Mar 25, 2009

Has anyone seen my ruby slippers?

A coworker was just talking to me about the fact that I'm incredibly tired. More than tired, actually - exhausted, not just physically but mentally...and I think it's really showing now. I mentioned that I had to get a refund from the petty cash because the vending machine ate my money yesterday when I tried to buy a Starbucks bottled Frappucino and she proceeded to express her disapproval of my dietary choices. Then, she inexplicably offered me chocolate - much like the other coworker downstairs who would also ply me with candy - and for whatever reason has been continually foisting imported chocolate on me since she started...I don't even like chocolate that much and yet I keep eating it anyway! Pure! Evil! Oh. It's on, woman.

I've been working on a really boring project for a couple of days, so that hasn't helped. What could be worse than having to flip through hundreds of pages of reports and document my handwritten notes, and then contact other departments to follow up on those notes. It feels like I'm having to remind people to do their jobs...my own version of a tormented afterlife scenario. "The burning means we're working! "

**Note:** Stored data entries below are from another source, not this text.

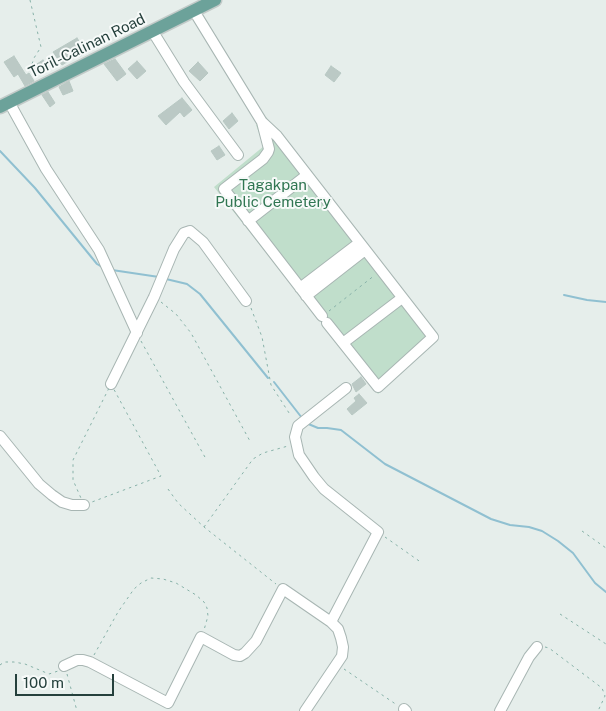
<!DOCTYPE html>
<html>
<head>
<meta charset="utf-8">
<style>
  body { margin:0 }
  #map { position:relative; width:606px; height:711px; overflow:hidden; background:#e6eeeb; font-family:"Public Sans",sans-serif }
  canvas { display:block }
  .scale { position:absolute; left:15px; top:674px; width:99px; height:22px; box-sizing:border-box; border:2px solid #25403c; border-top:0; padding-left:6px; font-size:15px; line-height:18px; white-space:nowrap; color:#25403c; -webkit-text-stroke:4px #f7faf9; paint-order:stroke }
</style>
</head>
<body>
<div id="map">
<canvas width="606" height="711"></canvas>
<div class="scale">100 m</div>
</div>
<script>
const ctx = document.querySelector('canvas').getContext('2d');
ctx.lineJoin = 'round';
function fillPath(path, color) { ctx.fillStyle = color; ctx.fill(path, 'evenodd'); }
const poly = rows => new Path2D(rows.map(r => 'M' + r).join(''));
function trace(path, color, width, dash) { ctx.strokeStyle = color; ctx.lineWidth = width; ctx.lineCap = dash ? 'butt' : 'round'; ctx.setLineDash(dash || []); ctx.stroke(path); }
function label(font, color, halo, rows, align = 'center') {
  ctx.font = font + ' "Public Sans",sans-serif'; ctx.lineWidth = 4; ctx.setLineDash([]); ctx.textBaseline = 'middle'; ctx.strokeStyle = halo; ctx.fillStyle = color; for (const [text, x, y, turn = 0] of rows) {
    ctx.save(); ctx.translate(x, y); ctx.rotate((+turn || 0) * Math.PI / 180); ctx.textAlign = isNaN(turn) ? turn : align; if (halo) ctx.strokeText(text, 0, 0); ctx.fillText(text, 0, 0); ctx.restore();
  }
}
fillPath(poly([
  [266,117,438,338,378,394,214,187,264,146,256,125]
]), '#c0decb');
trace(poly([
  [0,151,35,188,97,264,102,267],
  [112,270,159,277],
  [166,279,187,284,200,294,268,378],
  [564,295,587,300,606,302],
  [274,382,302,418],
  [306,423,318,428,327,428,341,430,385,464,491,519,510,525,529,527,542,531,558,541,573,553,595,583,606,592]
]), '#90c0d1', 2);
const building = poly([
  [77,38,86,52,79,57,78,55,62,65,53,52,77,38],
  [14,56,26,75,29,73,34,81,25,86,18,74,14,77,4,62,14,56],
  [115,59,126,74,117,81,104,64,115,59],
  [43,60,50,69,44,73,37,64,43,60],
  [137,61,146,71,137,79,128,69,137,61],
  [198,62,208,73,200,81,189,71,198,62],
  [331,66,341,73,334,82,325,75,331,66],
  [69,81,73,91,63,95,59,87,69,81],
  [48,92,55,103,50,107,42,95,48,92],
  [182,98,192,110,184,117,180,112,166,125,158,116,182,98],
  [232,113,238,121,229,129,223,121,232,113],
  [219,146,225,155,217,160,211,151,219,146],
  [361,377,366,384,356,392,352,384,361,377],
  [359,394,367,403,352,415,347,409,356,401,354,398,359,394]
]);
fillPath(building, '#bbc9c5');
trace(building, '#b8c8c3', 1);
const minor = poly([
  [194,11,262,122,277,136,433,337,378,387,327,323],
  [153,32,184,82,238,155],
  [9,102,46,169,99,250,137,333],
  [262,122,269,149,268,152,263,159,224,189,322,316],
  [248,221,307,175],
  [300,288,359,243],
  [306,296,365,250],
  [343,343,402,298],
  [111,384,154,297,174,249,184,233,190,231,203,242,246,301],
  [0,436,39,484,52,495,62,502,72,505,84,505],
  [331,622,378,532,324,489,314,477,299,455,295,437,298,426,346,388],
  [64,666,77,660,83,660,90,662,168,703,201,637,234,655,240,656,245,653,256,641,283,589,331,622,338,629,341,638,343,647,342,656,305,711],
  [404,709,406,711],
  [500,711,529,657,537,647]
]);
const major = poly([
  [0,107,215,0]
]);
trace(minor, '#a8b6b3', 12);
trace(major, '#c2cac8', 15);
trace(poly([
  [30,0,41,47,34,58,32,64,37,77],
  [161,302,176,314,191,333,251,443],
  [251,308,262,337,271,385,291,416],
  [329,311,375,275],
  [141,341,206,459],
  [111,384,161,476,84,505,73,480,73,460,111,384],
  [168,489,178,503,204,527,276,584],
  [204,527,253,459,263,453,288,446],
  [582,531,606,548],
  [385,537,422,563],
  [560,614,606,644],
  [545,647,549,648,602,688,605,696,598,711],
  [94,655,118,612,134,589,141,583,151,578,163,579,176,583,196,595,204,602,207,608,208,616,204,630],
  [0,665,4,662,14,662,25,664,49,674,58,671],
  [344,669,397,705],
  [67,674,77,711]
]), '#87b1a8', 1, [2.5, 4]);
trace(minor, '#fff', 10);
trace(major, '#6ca29a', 12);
label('15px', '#25403c', '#f7faf9', [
  ["Toril-Calinan Road",87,46,-26]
]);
label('15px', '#307652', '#f7faf9', [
  ["Tagakpan",273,185],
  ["Public Cemetery",273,202]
]);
</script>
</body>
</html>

My husband has taken to expressing how much he now hates the state that he's spent his whole *entire* life residing in. He wants to move, something awful. I tend to think that part of it is a form of wanterlust since he has an "anywhere but here" attitude, and the other part of it is that we're both suffering waning optimism as we head into our early 30s. There's a cloud of malaise and resignation hanging over this state...a plummeting housing market (I don't even know if our house would resell for the balance of our mortgage)...decreases in state-wide services because of the mass-exodus of family age residents putting a dent in state tax revenues...declining morale at work because the job market makes us feel trapped as we see no prospects for either of our careers (if we even have jobs after the summer -- yes, it is getting that bad). He sees greener grass out of state. Literally - we're in a drought and are under sever watering restrictions, so almost everywhere else (where it isn't still snowing) has greener grass. What seems to be frustrating him is that we've switched roles. A few years ago it was me sending him job information for the Carolinas and Georgia, and MLS numbers to check out real estate in Pennsylvania. Now I'm not sure that such a move would improve our circumstances, and he's the one trying to convince me of what a great idea it is. I think we're both the kind of people who can settle down and stay put for a long time. A lot of my family is made up of the the opposite type - the ones who are constantly picking up and moving either to get a "fresh start" or to run away from their situation, and I grew up watching various clans moving back and forth from town to town and state to state. Some people might think of it as a form of freedom to be able to just pack up and move across the country without much of a long-term plan or giving the whole thing much thought. The idea just terrifies me. Starting over? But I worked so hard to get here, where I am now...nuh uh. I'm good. If things take a turn for the worse or a really amazing opportunity is presented to me, then I'll reconsider, but for now, making that big move is just a pipe dream.